The Easter ceasefire is over, and the fighting has resumed where it left off.  It left off at a very interesting point.  Something almost impossible to credit is taking shape in Ukraine.  Its potential seems wholly at odds with the narrative of Russian inevitability which we have grown used to hearing from Moscow and its allies, including the White House and the State Department.  Yet it hasn’t come out of nowhere.  By the second-half of last year it was already apparent that Moscow could not bring to bear sufficient military force to realise its maximalist aims.  Far from granting an inevitable victory as the adversary with the larger economy and population, the favoured Russian strategy of attrition was not producing the expected results.  Then, as winter set in, Russia’s employment of unmanned aerial warfare in the form of terror attacks on Ukrainian civilians and on civilian power generation targets likewise did not yield the expected general demoralisation of the Ukrainian people and the sapping of their war-will.

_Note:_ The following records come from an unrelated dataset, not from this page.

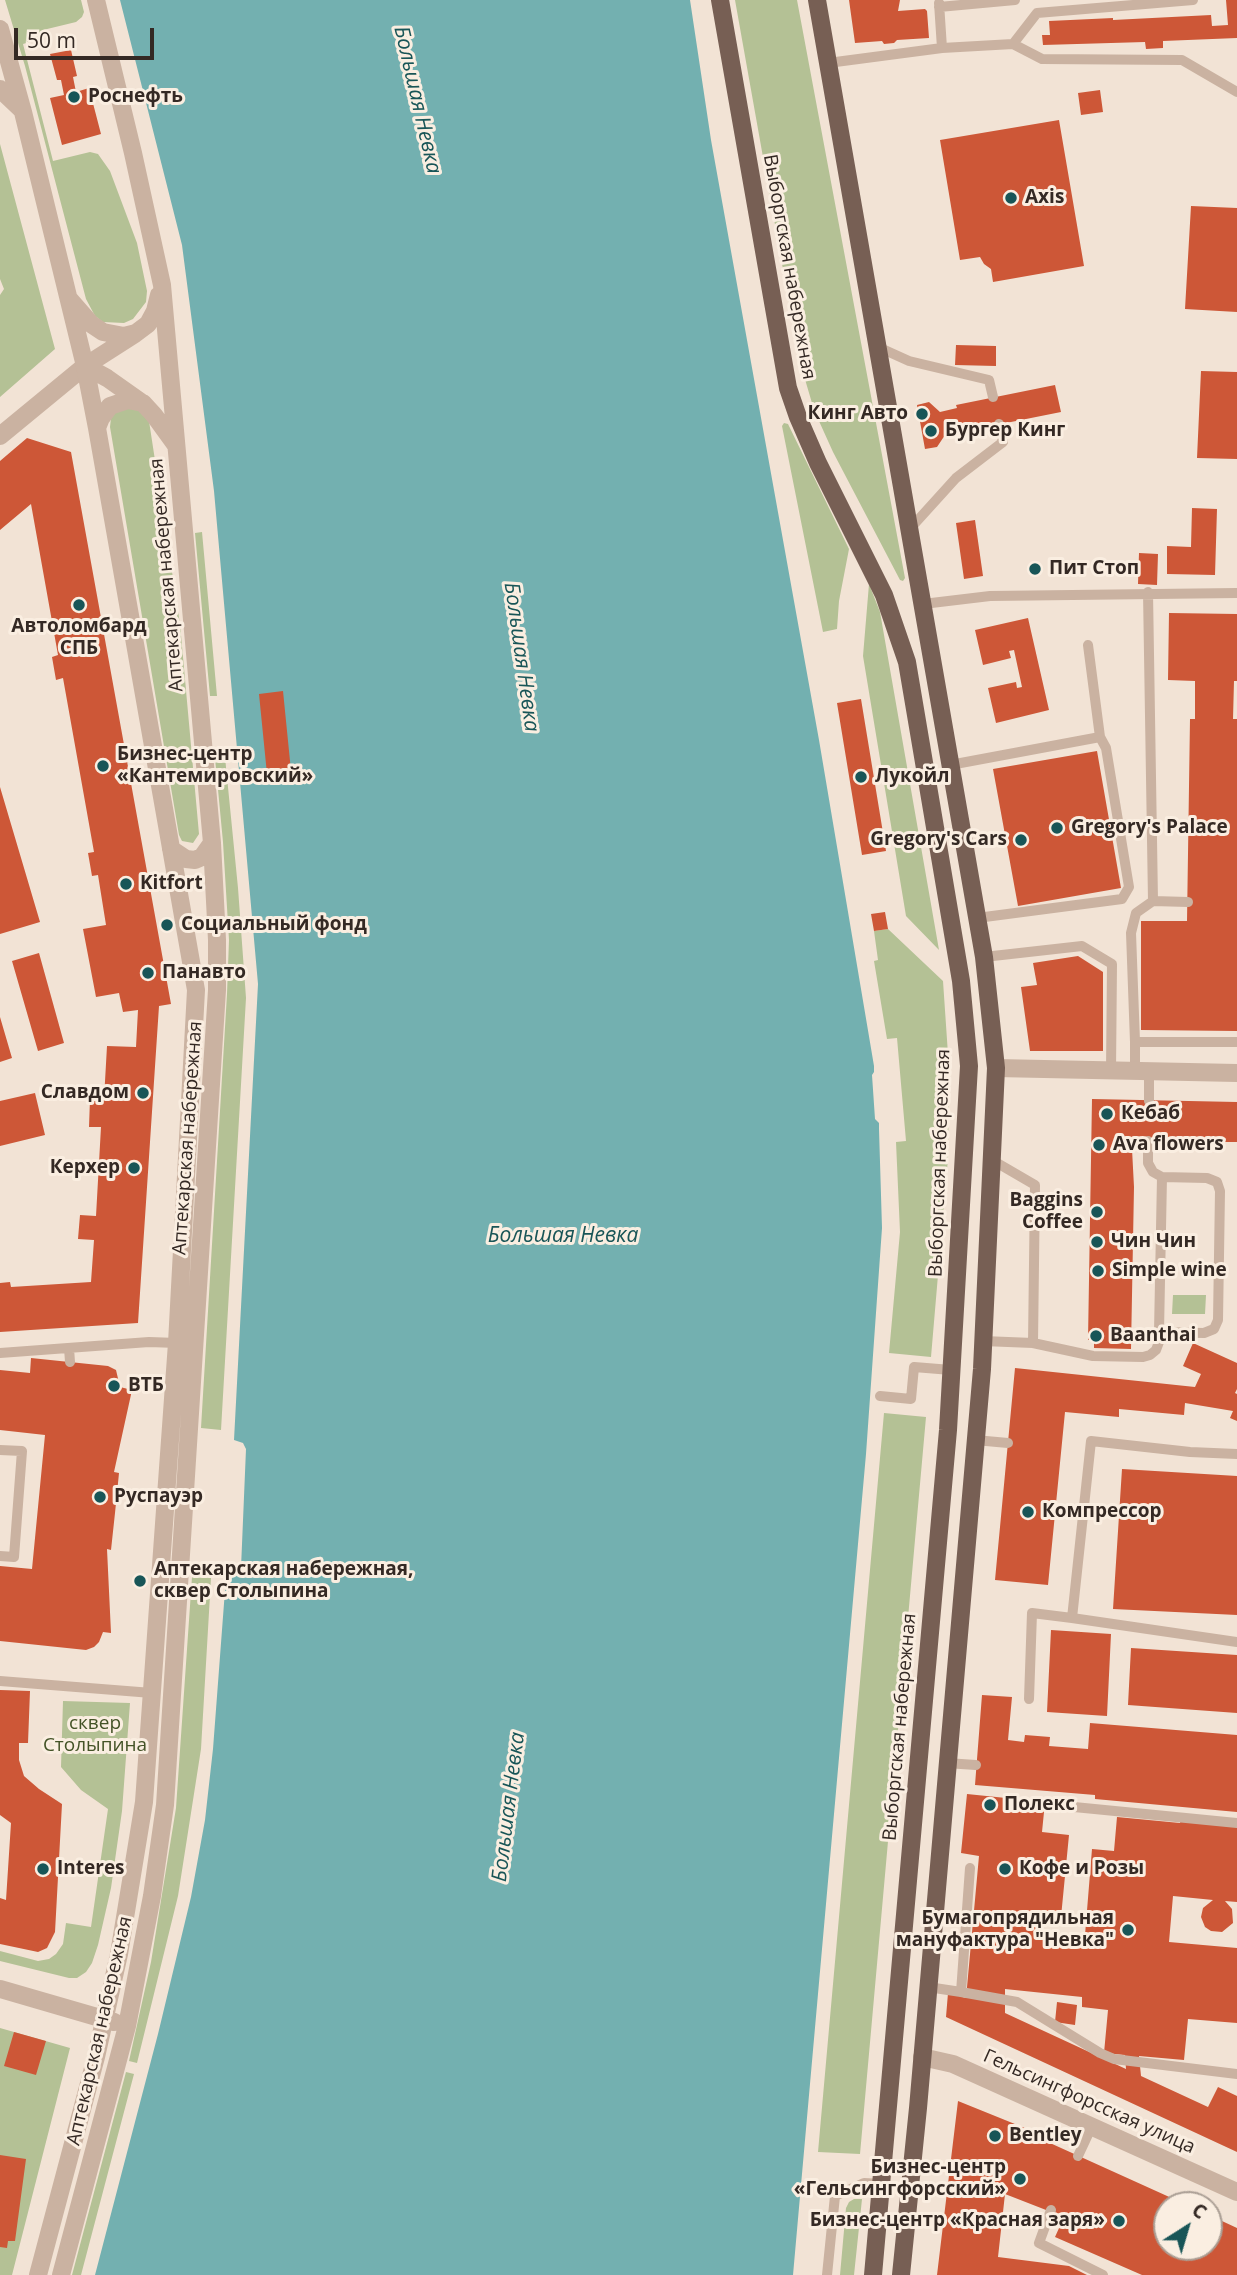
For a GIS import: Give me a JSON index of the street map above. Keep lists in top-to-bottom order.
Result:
{
  "streets": {
    "main road": ["Выборгская набережная"],
    "street": ["Аптекарская набережная", "Гельсингфорсская улица"]
  },
  "water": ["Большая Невка"],
  "parks": ["сквер Столыпина"],
  "places": [
    "Роснефть",
    "Axis",
    "Кинг Авто",
    "Бургер Кинг",
    "Пит Стоп",
    "Автоломбард СПБ",
    "Бизнес-центр «Кантемировский»",
    "Лукойл",
    "Gregory's Palace",
    "Gregory's Cars",
    "Kitfort",
    "Социальный фонд",
    "Панавто",
    "Славдом",
    "Кебаб",
    "Ava flowers",
    "Керхер",
    "Baggins Coffee",
    "Чин Чин",
    "Simple wine",
    "Baanthai",
    "ВТБ",
    "Руспауэр",
    "Компрессор",
    "Аптекарская набережная, сквер Столыпина",
    "Полекс",
    "Interes",
    "Кофе и Розы",
    "Бумагопрядильная мануфактура \"Невка\"",
    "Bentley",
    "Бизнес-центр «Гельсингфорсский»",
    "Бизнес-центр «Красная заря»"
  ],
  "scale_bar": "50 m",
  "north": "top right"
}
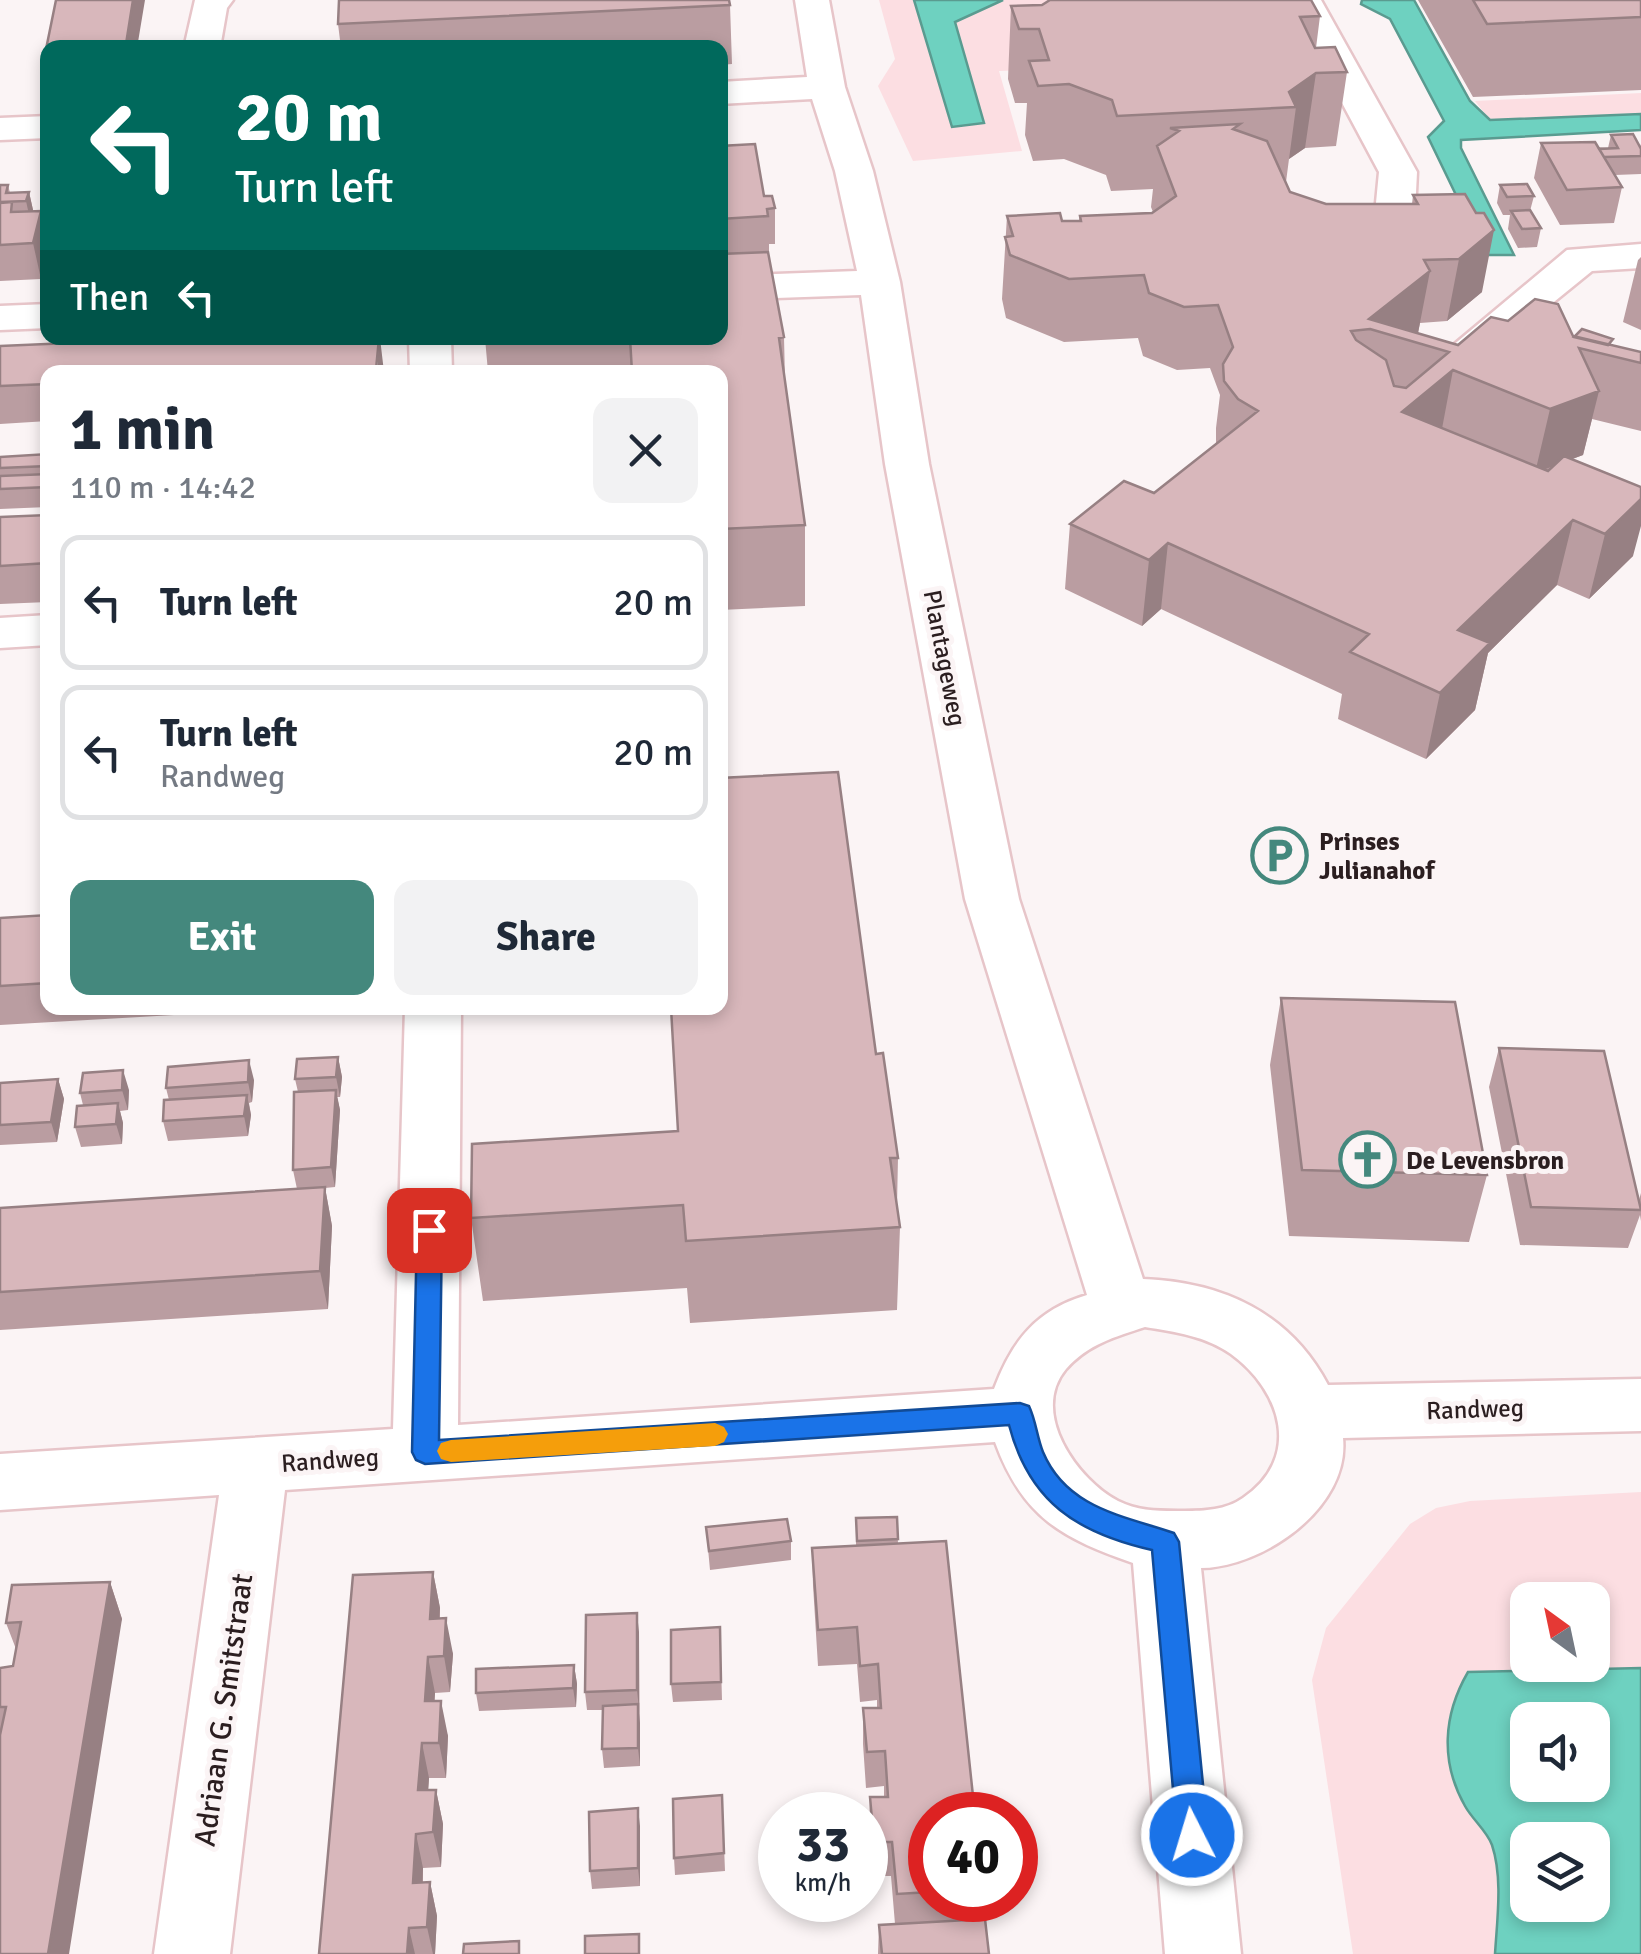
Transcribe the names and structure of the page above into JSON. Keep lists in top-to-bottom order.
{
  "streets": {
    "street": ["Plantageweg", "Randweg", "Adriaan G. Smitstraat"]
  },
  "crossings": [
    ["Plantageweg", "Randweg"],
    ["Randweg", "Adriaan G. Smitstraat"]
  ],
  "places": {
    "parking": ["Prinses Julianahof"],
    "church": ["De Levensbron"]
  },
  "north": "top left",
  "page": {
    "turn": ["20 m", "Turn left"],
    "then": "Then",
    "heading": ["1 min", "110 m · 14:42"],
    "list": [
      {
        "name": "Turn left",
        "value": "20 m"
      },
      {
        "name": "Turn left",
        "note": "Randweg",
        "value": "20 m"
      }
    ],
    "buttons": ["Exit", "Share"],
    "speed": "33 km/h",
    "limit": "40"
  }
}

This characteristically crude twin approach was failing because the Ukrainian command (a) avoided the meat-grinder tactic by giving-up territory when necessary to preserve Ukrainian soldiers’ lives, and (b) found ways to nullify the most effective weapon the Russian forces could deploy on the contact line, the glide bomb or KAB.  The Ukrainian strategy throughout 2025 was to bleed the enemy while conducting deep strikes against Russian military-industrial and economic targets (the most famous of which was Operation Spiderweb, of course).  Though effective enough to slow the Russian advance to a snail’s pace, it was still only a containing measure.  But with the turn of the new year that began to change.  There was a step-change in Ukrainian tactical capacity involving more sophisticated, more integrated, and more numerous drones.  The term “drone swarm” became a reality.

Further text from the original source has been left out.